Puppeteer is a high-level API for headless chrome. It’s one of the most popular tools to use for web automation or web scraping in Node.js. In web scraping, many developers use it to handle javascript rendering and web data extraction. In this article, we are going to cover how to set up a proxy in Puppeteer and what your options are if you want to rotate proxies.

TRY CRAWLERA FOR FREE

Puppeteer and proxies

In this section, we’re going to configure Puppeteer to use a proxy. For this, you will need a working proxy and a destination URL to send the request to.

'use strict';

const puppeteer = require('puppeteer');

(async() => {
const browser = await puppeteer.launch({
args: [ '--proxy-server=http://10.10.10.10:8000' ]
});
const page = await browser.newPage();
await page.goto('http://toscrape.com');
await browser.close(); })();

As simple as that. This code will ensure that every request goes through the defined proxy. One downside with Puppeteer is that you cannot define proxies for each request in a simple way. So, the specified proxy will be used for all the requests of the browser instance.

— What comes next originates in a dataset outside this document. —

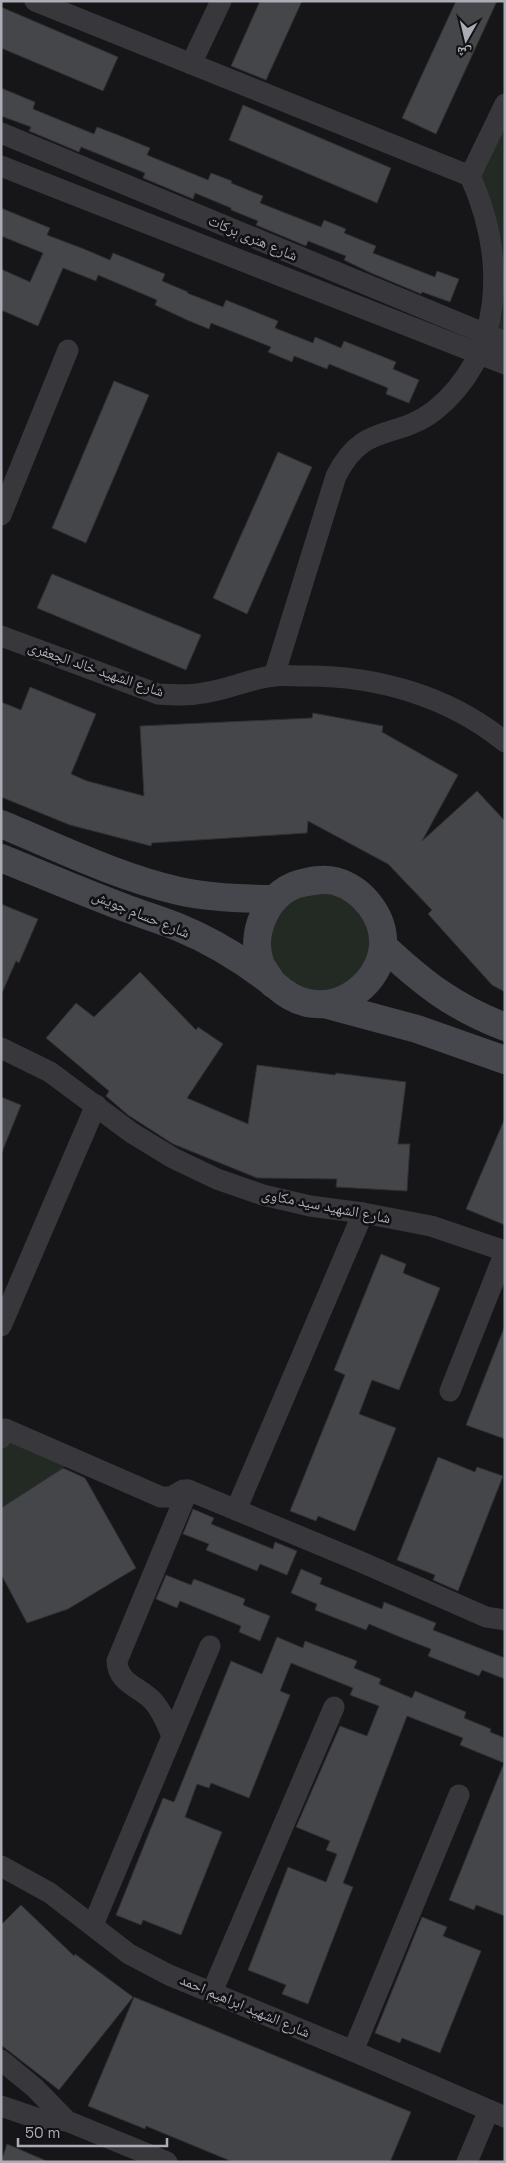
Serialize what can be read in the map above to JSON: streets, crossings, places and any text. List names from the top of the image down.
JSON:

IP rotation with Puppeteer

When you scrape the web at scale, you need to rotate proxies to avoid bans. If you want to implement your own IP pool in Puppeteer you will realize that you can only set up proxies on browser-level (code above) and not per request. This is not ideal if you need to use different proxies for each request. See this Github issue for more information about this topic.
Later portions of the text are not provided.